■ **Task description**
What is needed is an exact repetition of the lines below, from the first one through the one holding "Input: one rendered", with no pictures and nothing else.

------------------------------

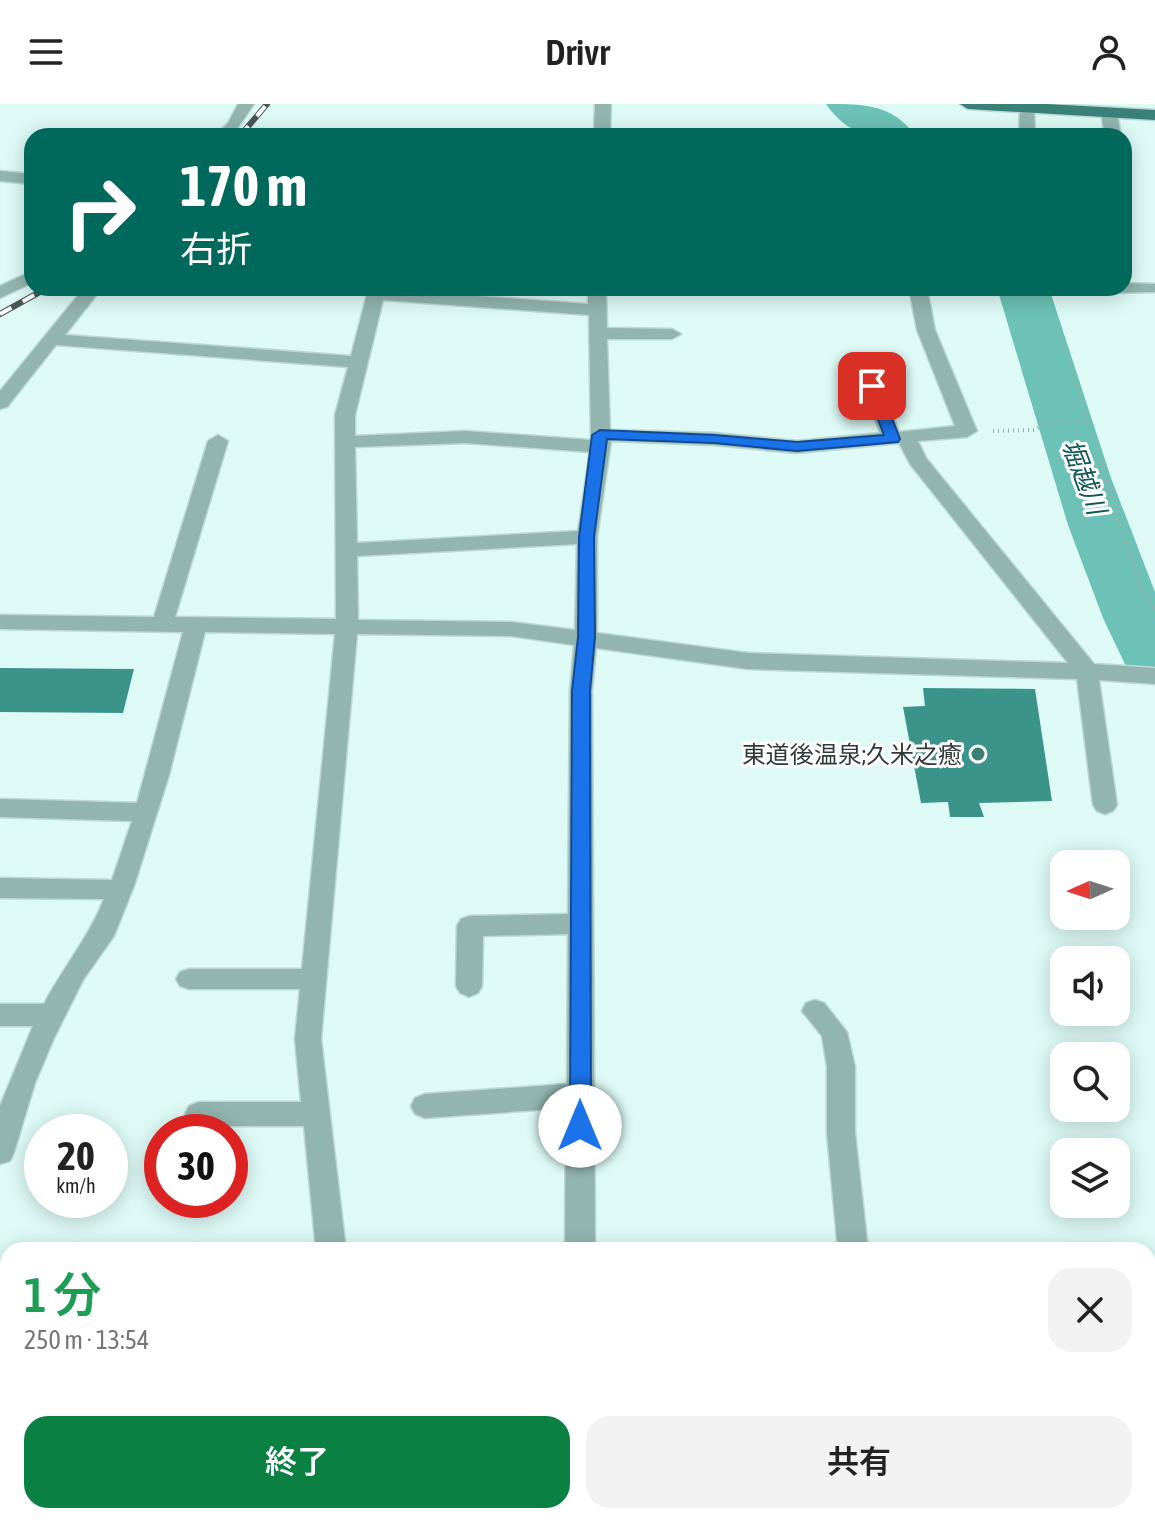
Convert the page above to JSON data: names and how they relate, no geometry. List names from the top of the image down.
{
  "water": ["堀越川"],
  "places": ["東道後温泉;久米之癒"],
  "north": "left",
  "page": {
    "header": "Drivr",
    "turn": ["170 m", "右折"],
    "speed": "20 km/h",
    "limit": "30",
    "heading": ["1 分", "250 m · 13:54"],
    "buttons": ["終了", "共有"]
  }
}
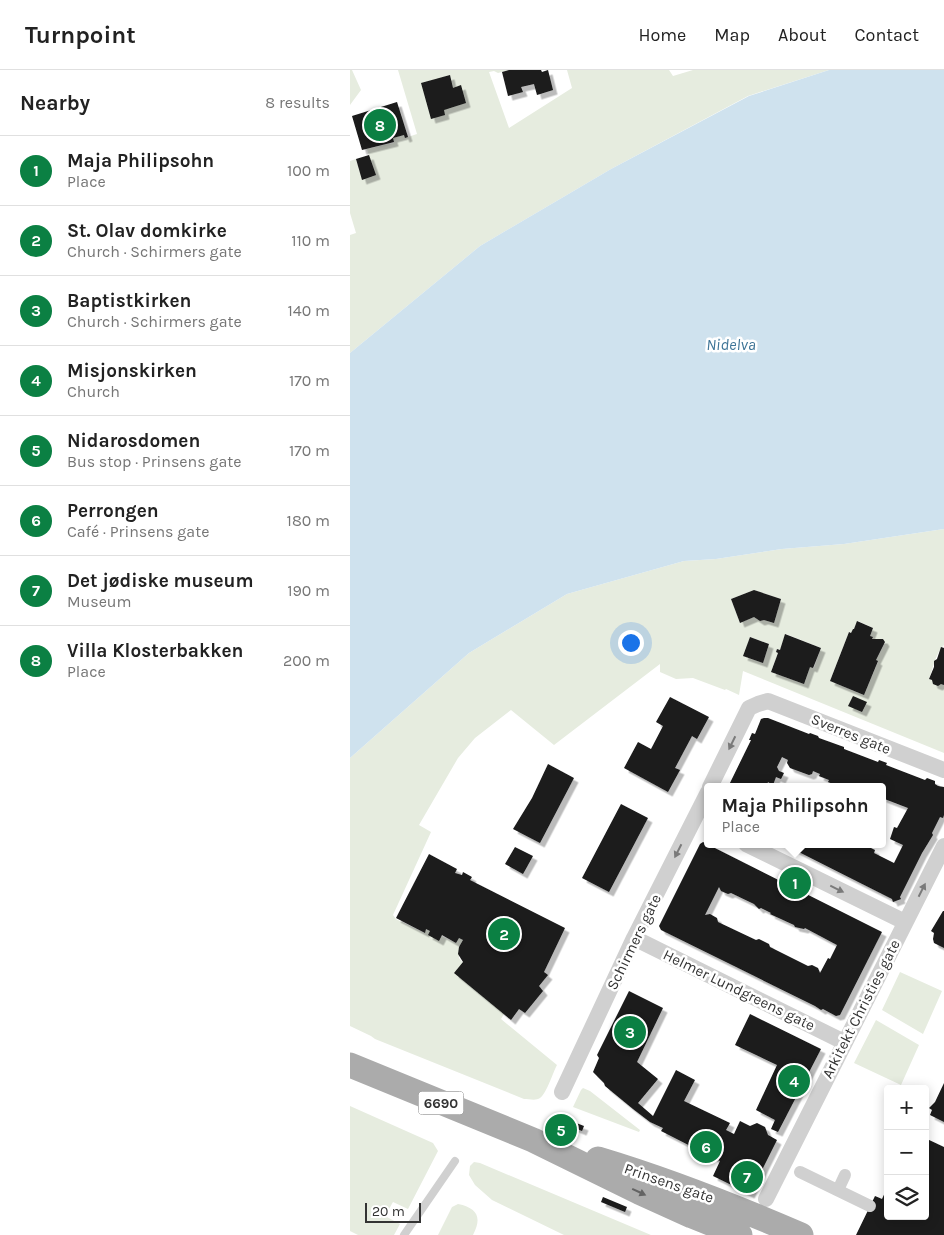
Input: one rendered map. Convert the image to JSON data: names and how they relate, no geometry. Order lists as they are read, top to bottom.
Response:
{
  "streets": {
    "main road": ["6690", "Prinsens gate"],
    "street": [
      "Sverres gate",
      "Schirmers gate",
      "Helmer Lundgreens gate",
      "Arkitekt Christies gate"
    ]
  },
  "crossings": [
    ["Schirmers gate", "Helmer Lundgreens gate"],
    ["Helmer Lundgreens gate", "Arkitekt Christies gate"]
  ],
  "one_way": ["Schirmers gate"],
  "water": ["Nidelva"],
  "scale_bar": "20 m",
  "page": {
    "header": "Turnpoint",
    "nav": [
      "Home",
      "Map",
      "About",
      "Contact"
    ],
    "heading": ["Nearby", "8 results"],
    "pins": [
      "8",
      "1",
      "2",
      "3",
      "4",
      "5",
      "6",
      "7"
    ],
    "list": [
      {
        "mark": "1",
        "name": "Maja Philipsohn",
        "note": "Place",
        "value": "100 m"
      },
      {
        "mark": "2",
        "name": "St. Olav domkirke",
        "note": "Church · Schirmers gate",
        "value": "110 m"
      },
      {
        "mark": "3",
        "name": "Baptistkirken",
        "note": "Church · Schirmers gate",
        "value": "140 m"
      },
      {
        "mark": "4",
        "name": "Misjonskirken",
        "note": "Church",
        "value": "170 m"
      },
      {
        "mark": "5",
        "name": "Nidarosdomen",
        "note": "Bus stop · Prinsens gate",
        "value": "170 m"
      },
      {
        "mark": "6",
        "name": "Perrongen",
        "note": "Café · Prinsens gate",
        "value": "180 m"
      },
      {
        "mark": "7",
        "name": "Det jødiske museum",
        "note": "Museum",
        "value": "190 m"
      },
      {
        "mark": "8",
        "name": "Villa Klosterbakken",
        "note": "Place",
        "value": "200 m"
      }
    ],
    "popup": ["Maja Philipsohn", "Place"],
    "map_buttons": ["+", "−"],
    "scale": "20 m"
  }
}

------------------------------

■ **Task output**
Convert the page above to JSON data: names and how they relate, no geometry. List names from the top of the image down.
{
  "water": ["堀越川"],
  "places": ["東道後温泉;久米之癒"],
  "north": "left",
  "page": {
    "header": "Drivr",
    "turn": ["170 m", "右折"],
    "speed": "20 km/h",
    "limit": "30",
    "heading": ["1 分", "250 m · 13:54"],
    "buttons": ["終了", "共有"]
  }
}
Input: one rendered map. Convert the image to JSON data: names and how they relate, no geometry. Order lists as they are read, top to bottom.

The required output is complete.